● Task details: Every line in the data below from the one containing "ctx.textBaseline = 'middle';" down to the one containing "ctx.textAlign = isNaN(turn)", both included, must be retyped exactly; no other line is to appear.

☆ ☆ ☆ ☆ ☆

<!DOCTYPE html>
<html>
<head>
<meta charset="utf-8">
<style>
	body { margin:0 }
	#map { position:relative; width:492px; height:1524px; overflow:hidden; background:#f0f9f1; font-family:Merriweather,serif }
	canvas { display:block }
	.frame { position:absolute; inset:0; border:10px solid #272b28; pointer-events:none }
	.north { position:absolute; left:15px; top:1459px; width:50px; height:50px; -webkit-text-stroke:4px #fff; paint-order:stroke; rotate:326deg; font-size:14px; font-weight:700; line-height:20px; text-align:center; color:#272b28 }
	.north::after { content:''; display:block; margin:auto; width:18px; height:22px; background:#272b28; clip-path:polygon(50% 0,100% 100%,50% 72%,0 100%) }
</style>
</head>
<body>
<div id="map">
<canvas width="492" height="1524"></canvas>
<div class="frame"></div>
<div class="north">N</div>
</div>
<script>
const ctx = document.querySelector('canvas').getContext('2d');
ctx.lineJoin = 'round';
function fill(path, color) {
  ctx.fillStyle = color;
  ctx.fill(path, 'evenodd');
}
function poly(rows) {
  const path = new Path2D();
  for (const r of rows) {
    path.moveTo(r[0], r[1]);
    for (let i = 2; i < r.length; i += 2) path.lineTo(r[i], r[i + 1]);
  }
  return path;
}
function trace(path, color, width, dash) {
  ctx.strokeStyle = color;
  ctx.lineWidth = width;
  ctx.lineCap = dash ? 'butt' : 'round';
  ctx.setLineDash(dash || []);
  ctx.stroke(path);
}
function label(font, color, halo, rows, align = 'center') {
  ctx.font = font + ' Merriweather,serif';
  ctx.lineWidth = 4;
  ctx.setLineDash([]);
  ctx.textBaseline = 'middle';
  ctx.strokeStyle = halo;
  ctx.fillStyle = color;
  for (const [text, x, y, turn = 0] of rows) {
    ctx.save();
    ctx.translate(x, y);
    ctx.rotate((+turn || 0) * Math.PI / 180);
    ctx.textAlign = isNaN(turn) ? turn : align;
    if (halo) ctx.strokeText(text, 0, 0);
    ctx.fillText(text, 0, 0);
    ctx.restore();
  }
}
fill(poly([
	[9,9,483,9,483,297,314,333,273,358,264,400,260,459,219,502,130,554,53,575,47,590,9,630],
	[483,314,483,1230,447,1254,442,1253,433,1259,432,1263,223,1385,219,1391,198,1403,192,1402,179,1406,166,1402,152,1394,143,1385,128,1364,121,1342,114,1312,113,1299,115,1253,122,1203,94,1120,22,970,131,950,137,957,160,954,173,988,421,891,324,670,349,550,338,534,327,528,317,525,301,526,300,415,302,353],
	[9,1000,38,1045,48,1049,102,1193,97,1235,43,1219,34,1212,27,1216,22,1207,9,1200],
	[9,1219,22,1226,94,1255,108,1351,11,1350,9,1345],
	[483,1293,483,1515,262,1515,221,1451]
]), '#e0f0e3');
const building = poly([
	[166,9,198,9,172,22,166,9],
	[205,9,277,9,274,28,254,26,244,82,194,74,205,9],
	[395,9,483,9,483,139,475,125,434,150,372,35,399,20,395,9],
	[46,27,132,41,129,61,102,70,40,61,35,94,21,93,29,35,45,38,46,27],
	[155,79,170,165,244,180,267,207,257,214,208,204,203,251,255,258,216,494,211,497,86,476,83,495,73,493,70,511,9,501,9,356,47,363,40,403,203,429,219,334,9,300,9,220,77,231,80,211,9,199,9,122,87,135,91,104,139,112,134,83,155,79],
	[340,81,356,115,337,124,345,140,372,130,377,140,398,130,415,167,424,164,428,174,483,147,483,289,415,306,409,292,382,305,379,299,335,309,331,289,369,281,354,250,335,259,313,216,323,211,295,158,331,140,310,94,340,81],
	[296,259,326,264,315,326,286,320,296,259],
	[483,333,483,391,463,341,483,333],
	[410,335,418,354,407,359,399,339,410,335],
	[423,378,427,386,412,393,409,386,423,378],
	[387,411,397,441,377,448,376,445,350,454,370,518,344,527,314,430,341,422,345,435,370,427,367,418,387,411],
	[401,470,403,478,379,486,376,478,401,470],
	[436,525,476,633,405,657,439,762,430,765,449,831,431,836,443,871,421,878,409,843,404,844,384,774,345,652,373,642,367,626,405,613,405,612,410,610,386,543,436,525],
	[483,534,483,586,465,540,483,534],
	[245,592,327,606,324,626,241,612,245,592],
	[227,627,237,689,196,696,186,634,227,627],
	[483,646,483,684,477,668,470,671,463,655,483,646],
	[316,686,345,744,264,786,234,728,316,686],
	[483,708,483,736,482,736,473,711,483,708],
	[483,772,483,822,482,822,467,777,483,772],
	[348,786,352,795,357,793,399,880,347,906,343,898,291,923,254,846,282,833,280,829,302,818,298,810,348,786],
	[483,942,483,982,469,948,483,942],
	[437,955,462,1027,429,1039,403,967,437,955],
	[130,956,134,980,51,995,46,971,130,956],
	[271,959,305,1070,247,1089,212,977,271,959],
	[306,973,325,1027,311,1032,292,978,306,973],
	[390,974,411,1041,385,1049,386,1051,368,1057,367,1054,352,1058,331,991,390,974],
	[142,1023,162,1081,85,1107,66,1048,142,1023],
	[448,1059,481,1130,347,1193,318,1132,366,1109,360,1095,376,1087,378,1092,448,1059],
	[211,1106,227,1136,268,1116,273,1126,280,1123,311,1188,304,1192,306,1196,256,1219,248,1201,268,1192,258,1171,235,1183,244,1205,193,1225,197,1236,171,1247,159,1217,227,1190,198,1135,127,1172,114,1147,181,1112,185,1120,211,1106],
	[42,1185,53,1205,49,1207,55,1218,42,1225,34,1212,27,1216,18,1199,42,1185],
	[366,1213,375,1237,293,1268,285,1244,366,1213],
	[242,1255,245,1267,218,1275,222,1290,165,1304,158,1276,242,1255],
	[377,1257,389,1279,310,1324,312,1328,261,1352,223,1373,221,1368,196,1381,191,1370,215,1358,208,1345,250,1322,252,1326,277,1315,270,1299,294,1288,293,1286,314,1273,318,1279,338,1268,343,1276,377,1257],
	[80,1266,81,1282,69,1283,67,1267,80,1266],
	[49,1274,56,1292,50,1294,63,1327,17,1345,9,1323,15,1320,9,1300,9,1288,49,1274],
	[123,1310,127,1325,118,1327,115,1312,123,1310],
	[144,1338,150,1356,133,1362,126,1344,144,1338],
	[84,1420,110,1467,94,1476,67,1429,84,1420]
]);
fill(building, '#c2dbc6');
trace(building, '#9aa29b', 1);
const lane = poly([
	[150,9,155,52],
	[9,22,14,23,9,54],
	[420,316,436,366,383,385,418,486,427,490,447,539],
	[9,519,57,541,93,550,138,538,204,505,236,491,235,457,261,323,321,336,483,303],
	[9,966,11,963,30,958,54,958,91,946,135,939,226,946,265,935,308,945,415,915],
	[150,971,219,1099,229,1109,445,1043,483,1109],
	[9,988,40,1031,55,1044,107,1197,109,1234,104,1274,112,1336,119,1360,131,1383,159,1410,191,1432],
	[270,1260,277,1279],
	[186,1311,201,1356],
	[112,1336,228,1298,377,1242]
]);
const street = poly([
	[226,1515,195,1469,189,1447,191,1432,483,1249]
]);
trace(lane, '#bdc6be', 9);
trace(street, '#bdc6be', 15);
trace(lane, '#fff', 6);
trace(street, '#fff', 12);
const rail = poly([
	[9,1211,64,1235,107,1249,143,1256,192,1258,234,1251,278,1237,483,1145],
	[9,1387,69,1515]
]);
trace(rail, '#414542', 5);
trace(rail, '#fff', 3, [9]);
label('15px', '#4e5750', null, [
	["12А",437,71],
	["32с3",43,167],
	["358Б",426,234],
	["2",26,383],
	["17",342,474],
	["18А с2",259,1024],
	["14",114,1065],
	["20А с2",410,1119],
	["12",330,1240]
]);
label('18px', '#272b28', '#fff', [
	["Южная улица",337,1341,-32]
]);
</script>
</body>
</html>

☆ ☆ ☆ ☆ ☆

● Response below:
  ctx.textBaseline = 'middle';
  ctx.strokeStyle = halo;
  ctx.fillStyle = color;
  for (const [text, x, y, turn = 0] of rows) {
    ctx.save();
    ctx.translate(x, y);
    ctx.rotate((+turn || 0) * Math.PI / 180);
    ctx.textAlign = isNaN(turn) ? turn : align;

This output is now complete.